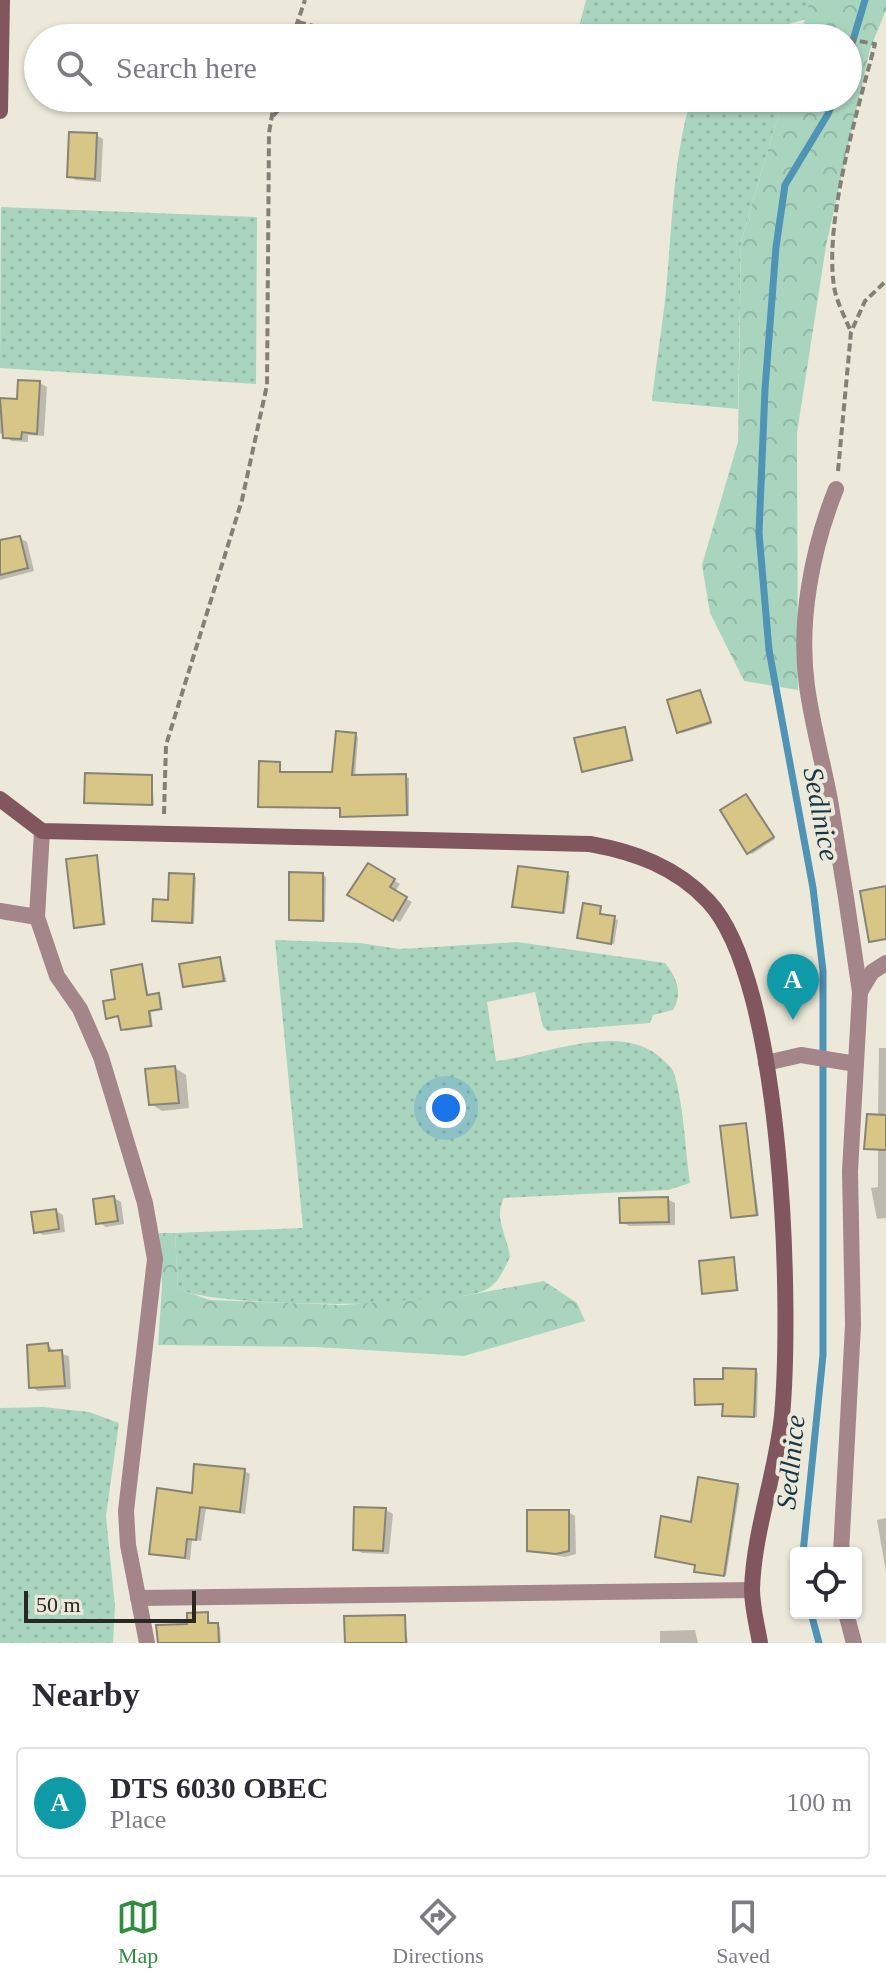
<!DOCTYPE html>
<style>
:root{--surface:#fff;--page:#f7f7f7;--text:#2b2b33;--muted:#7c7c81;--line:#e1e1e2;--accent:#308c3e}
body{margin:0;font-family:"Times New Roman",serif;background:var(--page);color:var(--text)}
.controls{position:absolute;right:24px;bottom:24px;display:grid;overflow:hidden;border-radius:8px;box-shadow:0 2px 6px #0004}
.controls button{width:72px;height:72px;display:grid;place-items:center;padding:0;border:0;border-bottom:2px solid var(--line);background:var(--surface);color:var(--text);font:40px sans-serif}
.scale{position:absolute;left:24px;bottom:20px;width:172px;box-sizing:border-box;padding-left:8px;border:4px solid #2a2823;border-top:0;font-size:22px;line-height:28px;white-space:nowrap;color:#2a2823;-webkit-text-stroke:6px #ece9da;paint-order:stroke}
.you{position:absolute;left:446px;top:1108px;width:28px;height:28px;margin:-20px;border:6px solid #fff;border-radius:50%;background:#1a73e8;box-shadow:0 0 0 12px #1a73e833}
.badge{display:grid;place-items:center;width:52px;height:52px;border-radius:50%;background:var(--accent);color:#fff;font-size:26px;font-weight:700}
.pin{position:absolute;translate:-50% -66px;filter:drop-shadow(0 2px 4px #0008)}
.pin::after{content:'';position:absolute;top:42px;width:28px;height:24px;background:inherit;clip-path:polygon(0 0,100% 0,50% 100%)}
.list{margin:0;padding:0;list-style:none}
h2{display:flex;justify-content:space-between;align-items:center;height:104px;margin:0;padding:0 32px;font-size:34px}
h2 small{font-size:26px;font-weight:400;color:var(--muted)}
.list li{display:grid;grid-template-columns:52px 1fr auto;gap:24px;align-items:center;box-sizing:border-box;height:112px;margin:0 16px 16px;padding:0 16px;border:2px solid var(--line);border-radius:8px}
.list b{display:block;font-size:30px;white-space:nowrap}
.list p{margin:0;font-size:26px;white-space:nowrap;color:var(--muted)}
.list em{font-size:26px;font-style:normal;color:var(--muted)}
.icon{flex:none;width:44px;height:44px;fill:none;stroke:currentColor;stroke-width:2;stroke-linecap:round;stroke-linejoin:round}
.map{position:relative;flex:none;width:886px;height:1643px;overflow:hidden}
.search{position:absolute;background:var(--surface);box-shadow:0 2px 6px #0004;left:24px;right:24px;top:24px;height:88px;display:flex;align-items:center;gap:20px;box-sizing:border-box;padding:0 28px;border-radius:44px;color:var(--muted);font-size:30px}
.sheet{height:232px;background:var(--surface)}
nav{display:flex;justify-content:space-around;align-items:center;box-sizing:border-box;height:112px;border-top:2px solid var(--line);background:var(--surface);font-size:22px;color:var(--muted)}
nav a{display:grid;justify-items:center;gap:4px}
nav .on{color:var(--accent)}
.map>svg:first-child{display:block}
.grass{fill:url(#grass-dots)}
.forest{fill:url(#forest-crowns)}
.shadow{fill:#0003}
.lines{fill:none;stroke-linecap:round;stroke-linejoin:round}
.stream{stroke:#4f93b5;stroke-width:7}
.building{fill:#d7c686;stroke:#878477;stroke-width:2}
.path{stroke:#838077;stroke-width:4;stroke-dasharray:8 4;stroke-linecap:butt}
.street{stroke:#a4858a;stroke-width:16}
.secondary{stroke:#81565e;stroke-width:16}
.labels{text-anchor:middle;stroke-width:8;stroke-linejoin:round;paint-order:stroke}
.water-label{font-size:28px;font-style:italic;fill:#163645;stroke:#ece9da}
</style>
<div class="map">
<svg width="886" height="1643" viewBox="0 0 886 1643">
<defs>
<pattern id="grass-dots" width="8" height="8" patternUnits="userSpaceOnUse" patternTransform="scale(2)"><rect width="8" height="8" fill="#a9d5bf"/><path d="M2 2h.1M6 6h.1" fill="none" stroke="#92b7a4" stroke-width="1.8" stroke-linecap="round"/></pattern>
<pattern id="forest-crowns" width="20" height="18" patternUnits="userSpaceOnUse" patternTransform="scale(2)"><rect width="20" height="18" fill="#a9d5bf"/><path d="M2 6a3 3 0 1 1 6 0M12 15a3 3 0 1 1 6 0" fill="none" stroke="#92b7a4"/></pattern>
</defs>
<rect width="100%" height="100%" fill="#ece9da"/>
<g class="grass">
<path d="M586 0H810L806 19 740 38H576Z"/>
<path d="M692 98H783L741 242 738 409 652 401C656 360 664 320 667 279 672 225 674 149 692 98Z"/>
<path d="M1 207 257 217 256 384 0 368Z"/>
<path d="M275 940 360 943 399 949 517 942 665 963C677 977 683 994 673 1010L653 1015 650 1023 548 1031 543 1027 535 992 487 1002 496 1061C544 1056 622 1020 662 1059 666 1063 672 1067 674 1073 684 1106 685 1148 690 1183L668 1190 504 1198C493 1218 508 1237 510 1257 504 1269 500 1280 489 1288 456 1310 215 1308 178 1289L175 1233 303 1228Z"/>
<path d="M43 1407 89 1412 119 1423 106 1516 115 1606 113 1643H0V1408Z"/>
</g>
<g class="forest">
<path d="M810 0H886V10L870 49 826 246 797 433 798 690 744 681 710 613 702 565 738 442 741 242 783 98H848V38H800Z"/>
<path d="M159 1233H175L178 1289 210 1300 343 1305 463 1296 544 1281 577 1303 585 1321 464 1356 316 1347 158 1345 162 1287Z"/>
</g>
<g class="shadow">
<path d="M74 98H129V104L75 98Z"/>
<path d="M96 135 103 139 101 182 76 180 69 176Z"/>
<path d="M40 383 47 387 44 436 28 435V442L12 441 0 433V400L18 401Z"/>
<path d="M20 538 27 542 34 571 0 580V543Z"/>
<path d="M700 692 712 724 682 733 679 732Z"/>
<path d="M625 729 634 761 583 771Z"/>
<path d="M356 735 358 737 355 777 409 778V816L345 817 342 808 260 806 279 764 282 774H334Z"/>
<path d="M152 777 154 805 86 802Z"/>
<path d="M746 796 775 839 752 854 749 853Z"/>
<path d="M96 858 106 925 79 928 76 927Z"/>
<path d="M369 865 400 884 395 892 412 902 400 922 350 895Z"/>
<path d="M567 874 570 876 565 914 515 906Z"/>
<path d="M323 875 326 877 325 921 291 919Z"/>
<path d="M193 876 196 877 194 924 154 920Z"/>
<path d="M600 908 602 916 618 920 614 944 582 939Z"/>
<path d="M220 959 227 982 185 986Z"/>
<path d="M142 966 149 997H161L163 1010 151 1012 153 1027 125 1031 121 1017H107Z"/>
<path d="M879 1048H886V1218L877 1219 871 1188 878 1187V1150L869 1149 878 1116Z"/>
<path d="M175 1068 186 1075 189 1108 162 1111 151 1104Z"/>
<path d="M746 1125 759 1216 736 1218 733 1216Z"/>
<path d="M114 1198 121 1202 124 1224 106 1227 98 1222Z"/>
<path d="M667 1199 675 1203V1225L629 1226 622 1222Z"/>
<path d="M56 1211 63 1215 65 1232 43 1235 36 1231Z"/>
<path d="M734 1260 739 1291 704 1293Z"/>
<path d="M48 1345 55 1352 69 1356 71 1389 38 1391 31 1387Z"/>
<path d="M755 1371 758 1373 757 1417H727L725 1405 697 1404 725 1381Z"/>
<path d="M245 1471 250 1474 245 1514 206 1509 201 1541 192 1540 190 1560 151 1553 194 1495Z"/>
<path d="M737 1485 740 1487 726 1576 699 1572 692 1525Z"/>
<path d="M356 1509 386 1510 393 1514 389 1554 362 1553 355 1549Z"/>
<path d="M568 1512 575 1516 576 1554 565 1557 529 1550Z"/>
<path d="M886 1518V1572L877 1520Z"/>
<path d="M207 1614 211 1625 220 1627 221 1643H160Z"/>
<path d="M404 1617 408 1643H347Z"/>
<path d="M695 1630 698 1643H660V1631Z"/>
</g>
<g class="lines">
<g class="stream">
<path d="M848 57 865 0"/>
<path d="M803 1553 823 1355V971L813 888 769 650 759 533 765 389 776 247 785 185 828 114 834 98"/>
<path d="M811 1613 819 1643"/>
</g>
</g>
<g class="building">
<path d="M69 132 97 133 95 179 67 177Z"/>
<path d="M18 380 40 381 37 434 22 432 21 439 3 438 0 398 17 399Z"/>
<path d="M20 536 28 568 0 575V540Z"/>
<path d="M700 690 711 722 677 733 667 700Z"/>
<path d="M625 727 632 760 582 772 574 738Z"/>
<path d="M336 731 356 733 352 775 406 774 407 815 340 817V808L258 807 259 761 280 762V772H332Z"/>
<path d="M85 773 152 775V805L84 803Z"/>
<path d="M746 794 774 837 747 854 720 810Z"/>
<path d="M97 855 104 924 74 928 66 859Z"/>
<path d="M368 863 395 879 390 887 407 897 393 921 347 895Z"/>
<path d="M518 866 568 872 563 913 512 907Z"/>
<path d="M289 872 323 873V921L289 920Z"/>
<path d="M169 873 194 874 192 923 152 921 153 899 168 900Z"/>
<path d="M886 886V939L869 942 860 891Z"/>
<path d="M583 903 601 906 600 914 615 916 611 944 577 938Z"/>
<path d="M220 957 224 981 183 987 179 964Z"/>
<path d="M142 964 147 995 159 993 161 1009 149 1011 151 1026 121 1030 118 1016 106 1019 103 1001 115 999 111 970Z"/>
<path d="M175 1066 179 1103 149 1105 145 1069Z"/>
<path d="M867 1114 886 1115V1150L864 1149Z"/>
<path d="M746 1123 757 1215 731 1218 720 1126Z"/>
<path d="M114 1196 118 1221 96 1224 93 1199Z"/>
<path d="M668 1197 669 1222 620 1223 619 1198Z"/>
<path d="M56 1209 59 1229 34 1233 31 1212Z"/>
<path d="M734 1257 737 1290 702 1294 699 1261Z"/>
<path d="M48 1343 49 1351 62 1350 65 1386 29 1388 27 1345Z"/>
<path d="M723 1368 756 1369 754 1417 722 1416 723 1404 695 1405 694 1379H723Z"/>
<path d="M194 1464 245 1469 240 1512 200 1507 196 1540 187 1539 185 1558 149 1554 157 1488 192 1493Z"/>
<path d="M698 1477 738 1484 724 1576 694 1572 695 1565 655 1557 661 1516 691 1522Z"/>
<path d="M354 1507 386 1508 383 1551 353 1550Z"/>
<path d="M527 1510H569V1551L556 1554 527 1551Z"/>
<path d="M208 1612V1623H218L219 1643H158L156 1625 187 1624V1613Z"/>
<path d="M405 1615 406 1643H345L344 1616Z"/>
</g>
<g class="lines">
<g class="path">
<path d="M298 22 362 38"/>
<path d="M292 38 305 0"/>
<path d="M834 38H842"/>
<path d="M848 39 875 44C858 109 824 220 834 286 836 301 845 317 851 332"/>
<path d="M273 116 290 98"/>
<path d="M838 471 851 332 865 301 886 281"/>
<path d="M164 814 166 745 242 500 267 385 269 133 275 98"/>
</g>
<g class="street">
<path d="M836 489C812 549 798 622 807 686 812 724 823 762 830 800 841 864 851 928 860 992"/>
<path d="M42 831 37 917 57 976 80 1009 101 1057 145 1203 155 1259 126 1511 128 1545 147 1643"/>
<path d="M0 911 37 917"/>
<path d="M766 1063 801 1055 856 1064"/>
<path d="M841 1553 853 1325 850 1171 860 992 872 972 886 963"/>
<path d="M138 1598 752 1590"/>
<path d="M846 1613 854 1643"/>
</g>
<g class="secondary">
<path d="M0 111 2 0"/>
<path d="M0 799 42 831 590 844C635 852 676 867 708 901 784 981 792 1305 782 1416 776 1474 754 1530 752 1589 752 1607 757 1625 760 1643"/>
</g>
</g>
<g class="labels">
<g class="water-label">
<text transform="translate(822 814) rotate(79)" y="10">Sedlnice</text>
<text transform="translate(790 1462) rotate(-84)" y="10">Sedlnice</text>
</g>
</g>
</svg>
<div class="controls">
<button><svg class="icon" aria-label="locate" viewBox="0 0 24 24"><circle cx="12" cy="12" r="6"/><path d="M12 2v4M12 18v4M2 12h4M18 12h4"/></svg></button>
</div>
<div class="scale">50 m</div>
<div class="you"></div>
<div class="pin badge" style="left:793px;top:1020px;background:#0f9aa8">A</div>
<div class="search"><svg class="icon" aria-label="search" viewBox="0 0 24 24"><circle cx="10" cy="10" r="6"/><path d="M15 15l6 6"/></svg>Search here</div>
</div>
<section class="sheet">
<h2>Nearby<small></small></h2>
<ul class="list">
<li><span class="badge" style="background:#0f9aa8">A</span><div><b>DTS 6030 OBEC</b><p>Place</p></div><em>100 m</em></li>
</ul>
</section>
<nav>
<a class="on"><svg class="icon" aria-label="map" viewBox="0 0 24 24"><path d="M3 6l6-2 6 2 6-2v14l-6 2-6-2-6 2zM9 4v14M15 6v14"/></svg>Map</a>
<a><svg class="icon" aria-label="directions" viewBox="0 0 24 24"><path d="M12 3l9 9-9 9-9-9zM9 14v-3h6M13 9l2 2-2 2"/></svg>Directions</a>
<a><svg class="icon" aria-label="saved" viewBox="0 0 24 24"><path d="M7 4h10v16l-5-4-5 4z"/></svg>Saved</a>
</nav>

※ ※ ※

◆ Problem:
Read through the lines above and collect those that contain the string "serif".

◆ Expected answer:
body{margin:0;font-family:"Times New Roman",serif;background:var(--page);color:var(--text)}
.controls button{width:72px;height:72px;display:grid;place-items:center;padding:0;border:0;border-bottom:2px solid var(--line);background:var(--surface);color:var(--text);font:40px sans-serif}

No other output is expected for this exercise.